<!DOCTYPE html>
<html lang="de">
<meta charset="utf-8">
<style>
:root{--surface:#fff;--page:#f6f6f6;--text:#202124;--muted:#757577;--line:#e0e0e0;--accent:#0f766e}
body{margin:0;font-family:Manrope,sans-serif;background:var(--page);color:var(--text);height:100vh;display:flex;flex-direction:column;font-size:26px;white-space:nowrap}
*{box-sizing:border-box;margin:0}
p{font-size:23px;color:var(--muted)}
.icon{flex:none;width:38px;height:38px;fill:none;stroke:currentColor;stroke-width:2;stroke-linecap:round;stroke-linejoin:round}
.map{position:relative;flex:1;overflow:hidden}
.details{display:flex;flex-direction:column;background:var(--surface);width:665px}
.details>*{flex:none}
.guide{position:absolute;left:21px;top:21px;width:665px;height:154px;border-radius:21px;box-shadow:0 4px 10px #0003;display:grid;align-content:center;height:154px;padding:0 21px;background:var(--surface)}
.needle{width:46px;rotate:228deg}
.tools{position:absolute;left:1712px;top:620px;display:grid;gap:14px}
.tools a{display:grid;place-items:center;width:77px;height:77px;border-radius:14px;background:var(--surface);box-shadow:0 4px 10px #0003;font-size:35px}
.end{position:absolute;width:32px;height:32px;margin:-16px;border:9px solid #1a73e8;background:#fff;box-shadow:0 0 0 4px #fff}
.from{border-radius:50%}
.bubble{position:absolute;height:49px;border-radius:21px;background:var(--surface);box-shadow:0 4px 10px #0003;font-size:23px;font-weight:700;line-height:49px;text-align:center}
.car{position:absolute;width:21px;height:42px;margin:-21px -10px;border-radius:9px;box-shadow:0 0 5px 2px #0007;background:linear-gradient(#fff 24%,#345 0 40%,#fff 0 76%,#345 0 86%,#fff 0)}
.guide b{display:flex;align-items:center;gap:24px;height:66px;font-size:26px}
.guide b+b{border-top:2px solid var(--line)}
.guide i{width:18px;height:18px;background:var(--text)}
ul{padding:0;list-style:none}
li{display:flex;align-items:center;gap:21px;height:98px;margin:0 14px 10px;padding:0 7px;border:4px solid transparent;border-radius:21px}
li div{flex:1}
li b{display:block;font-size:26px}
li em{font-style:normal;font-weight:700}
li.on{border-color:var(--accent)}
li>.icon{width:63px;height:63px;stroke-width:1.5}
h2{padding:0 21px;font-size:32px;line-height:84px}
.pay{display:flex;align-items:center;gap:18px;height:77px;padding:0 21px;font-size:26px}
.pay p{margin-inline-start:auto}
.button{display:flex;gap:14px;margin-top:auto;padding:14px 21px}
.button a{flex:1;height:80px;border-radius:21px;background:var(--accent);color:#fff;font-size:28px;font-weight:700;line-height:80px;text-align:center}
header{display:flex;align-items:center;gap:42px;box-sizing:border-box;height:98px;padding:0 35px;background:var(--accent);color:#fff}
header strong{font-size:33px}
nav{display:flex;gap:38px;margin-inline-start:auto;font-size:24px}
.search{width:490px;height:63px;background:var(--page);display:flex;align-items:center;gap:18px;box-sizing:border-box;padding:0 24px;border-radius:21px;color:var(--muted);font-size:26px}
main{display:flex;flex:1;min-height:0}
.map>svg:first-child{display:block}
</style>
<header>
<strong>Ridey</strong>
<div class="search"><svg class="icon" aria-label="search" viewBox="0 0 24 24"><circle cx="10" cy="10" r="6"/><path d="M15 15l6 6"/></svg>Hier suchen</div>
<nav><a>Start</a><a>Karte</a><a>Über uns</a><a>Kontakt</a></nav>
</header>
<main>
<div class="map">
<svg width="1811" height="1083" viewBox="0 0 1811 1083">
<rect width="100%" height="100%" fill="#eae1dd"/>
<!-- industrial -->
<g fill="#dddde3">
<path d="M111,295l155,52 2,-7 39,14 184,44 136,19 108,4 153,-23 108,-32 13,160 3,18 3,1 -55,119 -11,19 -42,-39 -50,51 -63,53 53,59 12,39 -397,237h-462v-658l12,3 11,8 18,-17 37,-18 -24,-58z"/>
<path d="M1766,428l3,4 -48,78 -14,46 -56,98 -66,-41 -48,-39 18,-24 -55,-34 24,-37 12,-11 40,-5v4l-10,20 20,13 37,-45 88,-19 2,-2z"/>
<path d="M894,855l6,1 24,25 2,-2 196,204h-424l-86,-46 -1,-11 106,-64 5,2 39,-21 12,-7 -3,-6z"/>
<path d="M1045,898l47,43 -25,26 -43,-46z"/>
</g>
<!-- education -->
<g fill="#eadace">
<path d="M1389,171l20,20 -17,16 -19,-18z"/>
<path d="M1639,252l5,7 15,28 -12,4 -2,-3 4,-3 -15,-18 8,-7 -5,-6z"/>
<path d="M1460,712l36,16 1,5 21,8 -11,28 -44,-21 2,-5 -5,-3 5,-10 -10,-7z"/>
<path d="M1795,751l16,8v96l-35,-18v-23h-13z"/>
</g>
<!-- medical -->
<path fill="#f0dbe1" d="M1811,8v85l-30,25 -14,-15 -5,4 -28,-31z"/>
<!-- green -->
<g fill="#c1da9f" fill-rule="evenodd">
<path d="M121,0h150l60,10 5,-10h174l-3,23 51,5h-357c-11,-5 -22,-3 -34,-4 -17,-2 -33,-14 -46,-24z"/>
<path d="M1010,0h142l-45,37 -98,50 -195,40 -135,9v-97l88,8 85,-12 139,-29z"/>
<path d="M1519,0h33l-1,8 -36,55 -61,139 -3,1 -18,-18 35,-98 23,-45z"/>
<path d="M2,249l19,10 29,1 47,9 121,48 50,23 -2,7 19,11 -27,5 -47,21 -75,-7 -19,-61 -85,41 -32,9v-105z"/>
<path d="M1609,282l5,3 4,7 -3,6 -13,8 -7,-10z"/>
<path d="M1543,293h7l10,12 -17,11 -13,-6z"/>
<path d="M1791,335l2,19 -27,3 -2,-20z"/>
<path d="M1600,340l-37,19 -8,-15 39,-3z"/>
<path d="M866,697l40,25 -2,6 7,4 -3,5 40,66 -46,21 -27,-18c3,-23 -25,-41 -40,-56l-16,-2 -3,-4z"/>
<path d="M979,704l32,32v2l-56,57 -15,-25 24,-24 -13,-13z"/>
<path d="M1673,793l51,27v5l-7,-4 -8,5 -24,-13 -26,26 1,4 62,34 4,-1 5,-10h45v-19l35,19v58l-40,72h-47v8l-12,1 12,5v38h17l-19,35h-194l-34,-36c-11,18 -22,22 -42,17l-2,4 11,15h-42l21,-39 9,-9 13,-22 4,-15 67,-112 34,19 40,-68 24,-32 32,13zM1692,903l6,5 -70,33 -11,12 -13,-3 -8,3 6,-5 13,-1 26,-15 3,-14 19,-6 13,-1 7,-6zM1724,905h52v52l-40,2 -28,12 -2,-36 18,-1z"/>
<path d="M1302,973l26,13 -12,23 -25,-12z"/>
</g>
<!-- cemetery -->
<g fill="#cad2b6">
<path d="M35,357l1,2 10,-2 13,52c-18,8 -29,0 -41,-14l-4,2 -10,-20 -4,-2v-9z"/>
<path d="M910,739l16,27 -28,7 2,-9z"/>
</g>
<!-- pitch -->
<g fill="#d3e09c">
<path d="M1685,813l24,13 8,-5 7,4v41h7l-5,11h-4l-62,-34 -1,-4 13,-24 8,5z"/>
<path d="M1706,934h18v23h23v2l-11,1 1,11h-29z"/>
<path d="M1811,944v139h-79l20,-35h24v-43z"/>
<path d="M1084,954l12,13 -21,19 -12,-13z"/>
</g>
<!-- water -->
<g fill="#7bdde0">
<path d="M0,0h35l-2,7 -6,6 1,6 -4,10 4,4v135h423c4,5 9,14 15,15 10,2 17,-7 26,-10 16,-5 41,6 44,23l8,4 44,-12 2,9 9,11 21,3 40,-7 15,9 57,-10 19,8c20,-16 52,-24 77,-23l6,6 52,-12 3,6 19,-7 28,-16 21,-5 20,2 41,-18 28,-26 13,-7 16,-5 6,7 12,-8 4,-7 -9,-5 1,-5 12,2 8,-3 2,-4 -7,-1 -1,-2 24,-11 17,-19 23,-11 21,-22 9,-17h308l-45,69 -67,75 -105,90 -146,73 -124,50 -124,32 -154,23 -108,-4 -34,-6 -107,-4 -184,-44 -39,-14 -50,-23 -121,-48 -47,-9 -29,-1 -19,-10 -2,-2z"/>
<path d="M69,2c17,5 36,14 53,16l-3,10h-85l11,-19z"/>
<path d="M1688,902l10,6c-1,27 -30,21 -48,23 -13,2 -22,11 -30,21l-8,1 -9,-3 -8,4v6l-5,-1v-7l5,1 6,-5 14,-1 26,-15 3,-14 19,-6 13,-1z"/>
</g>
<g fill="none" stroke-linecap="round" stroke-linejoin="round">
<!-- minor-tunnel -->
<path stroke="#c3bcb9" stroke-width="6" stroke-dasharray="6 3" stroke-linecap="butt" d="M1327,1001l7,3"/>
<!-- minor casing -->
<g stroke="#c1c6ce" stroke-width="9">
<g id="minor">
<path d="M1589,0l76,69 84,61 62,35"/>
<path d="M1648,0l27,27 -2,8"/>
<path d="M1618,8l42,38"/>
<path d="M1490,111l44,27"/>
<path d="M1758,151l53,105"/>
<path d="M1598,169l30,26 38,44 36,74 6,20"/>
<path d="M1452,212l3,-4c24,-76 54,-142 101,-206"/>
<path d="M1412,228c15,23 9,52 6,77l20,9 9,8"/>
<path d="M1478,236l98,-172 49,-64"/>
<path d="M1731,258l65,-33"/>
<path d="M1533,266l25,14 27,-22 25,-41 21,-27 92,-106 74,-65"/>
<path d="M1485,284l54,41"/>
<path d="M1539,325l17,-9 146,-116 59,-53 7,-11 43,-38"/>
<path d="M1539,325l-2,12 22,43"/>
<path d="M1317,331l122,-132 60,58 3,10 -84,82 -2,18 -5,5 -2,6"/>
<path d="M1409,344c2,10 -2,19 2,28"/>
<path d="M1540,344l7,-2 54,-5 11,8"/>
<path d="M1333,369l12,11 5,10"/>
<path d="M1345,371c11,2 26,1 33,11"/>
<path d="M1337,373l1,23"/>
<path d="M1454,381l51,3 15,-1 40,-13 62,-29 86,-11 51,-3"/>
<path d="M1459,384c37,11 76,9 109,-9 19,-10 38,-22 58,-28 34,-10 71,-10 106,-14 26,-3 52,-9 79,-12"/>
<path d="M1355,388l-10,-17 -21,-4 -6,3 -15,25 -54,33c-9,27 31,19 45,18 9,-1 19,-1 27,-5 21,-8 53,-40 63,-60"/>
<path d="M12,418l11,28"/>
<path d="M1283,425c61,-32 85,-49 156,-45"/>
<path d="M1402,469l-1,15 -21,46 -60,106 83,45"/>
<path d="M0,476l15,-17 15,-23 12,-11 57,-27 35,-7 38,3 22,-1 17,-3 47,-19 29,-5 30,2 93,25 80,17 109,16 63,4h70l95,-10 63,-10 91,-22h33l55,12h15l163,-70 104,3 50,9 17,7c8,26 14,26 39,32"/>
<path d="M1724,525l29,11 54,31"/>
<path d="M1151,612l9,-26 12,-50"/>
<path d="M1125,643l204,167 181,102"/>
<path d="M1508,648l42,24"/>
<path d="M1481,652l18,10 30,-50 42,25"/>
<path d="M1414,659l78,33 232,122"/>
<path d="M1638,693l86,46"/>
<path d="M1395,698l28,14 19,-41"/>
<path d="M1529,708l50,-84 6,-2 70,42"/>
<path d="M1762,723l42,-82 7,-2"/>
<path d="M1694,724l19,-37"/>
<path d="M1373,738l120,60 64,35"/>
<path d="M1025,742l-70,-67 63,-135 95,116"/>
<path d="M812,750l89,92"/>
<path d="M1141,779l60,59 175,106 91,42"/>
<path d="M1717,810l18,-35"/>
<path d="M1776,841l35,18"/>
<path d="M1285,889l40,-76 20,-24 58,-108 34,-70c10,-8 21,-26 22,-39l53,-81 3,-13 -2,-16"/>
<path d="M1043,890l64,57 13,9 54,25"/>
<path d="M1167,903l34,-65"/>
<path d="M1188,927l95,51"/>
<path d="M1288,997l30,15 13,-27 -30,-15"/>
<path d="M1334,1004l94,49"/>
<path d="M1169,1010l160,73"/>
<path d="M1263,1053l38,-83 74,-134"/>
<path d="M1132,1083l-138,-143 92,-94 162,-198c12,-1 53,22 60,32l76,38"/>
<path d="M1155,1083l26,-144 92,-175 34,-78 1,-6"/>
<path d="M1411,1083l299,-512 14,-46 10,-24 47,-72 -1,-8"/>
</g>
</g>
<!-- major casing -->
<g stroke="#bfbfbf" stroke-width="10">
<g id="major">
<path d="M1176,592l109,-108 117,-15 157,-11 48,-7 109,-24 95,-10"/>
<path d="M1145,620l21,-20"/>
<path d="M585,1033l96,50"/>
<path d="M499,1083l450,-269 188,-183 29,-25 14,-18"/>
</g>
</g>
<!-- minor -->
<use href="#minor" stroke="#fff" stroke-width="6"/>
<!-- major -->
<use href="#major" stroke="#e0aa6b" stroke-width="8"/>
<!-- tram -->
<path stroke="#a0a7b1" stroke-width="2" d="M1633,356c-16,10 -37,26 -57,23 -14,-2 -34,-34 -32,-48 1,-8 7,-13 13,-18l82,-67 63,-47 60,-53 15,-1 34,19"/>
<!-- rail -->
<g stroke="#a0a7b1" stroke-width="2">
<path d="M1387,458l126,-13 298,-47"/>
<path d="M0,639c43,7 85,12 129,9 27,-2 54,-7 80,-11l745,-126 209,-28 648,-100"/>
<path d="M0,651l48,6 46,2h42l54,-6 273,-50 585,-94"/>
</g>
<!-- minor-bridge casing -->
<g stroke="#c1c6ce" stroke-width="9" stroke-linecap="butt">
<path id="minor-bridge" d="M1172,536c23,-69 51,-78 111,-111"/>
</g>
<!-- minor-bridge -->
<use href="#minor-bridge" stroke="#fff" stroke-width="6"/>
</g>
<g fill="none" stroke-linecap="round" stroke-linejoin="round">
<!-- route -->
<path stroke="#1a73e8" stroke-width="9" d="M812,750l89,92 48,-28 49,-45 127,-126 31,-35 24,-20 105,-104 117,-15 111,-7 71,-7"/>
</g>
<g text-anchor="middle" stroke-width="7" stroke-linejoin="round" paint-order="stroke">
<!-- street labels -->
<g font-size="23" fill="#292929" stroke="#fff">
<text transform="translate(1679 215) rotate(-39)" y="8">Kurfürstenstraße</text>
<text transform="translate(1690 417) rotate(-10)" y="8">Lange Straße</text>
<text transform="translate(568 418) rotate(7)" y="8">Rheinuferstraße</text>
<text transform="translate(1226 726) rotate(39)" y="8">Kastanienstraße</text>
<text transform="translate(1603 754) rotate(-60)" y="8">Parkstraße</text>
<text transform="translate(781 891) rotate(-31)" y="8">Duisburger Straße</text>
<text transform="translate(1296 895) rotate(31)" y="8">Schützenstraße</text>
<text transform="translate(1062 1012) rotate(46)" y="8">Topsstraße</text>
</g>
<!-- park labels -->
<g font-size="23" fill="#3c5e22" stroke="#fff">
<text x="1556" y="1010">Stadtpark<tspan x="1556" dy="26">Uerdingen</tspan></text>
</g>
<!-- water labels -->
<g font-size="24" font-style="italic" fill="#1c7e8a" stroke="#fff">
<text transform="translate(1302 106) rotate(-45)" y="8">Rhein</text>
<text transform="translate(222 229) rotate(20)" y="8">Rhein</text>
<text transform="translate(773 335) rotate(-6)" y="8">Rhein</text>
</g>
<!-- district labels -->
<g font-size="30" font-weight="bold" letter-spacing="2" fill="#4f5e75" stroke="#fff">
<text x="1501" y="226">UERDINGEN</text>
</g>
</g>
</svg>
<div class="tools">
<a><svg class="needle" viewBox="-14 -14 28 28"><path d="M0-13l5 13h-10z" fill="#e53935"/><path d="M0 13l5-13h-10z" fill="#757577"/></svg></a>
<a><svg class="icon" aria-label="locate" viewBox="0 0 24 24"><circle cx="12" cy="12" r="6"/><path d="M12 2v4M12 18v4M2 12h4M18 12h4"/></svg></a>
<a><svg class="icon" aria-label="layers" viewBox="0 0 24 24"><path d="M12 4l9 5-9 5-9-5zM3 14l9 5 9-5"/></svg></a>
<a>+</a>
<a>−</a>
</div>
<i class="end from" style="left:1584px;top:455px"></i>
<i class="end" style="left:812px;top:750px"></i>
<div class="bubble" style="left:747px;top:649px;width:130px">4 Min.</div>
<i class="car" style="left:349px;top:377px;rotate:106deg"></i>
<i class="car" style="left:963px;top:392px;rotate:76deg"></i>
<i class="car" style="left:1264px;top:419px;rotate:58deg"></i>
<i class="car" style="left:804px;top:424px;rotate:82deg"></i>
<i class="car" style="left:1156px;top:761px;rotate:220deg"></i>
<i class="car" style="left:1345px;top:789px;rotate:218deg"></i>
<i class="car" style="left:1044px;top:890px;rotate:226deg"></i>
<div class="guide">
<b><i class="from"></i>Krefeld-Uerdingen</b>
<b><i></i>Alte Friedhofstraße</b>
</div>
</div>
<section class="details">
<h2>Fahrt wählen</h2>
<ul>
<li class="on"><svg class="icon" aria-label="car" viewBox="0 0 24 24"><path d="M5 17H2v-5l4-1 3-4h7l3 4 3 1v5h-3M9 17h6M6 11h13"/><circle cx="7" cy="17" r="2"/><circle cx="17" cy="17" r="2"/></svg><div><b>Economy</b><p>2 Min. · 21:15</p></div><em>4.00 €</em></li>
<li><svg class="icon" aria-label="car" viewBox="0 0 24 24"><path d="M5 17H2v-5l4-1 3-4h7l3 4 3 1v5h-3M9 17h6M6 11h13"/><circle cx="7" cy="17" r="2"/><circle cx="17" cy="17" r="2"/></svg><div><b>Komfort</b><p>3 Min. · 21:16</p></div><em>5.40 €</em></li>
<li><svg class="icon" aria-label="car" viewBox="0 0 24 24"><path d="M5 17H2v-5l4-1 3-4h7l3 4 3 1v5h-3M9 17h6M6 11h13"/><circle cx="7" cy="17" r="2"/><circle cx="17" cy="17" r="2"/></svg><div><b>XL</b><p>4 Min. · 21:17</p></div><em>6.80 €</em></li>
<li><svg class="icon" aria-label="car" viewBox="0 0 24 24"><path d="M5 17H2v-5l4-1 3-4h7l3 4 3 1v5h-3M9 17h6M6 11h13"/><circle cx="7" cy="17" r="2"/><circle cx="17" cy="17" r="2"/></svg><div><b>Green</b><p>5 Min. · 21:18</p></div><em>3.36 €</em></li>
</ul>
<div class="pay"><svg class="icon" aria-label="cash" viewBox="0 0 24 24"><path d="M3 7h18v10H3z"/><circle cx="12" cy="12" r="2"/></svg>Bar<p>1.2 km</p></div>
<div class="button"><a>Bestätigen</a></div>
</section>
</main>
|---|
Check each line of the records above for "grid", and copy those that have it.

• [Answer for this exercise]
.guide{position:absolute;left:21px;top:21px;width:665px;height:154px;border-radius:21px;box-shadow:0 4px 10px #0003;display:grid;align-content:center;height:154px;padding:0 21px;background:var(--surface)}
.tools{position:absolute;left:1712px;top:620px;display:grid;gap:14px}
.tools a{display:grid;place-items:center;width:77px;height:77px;border-radius:14px;background:var(--surface);box-shadow:0 4px 10px #0003;font-size:35px}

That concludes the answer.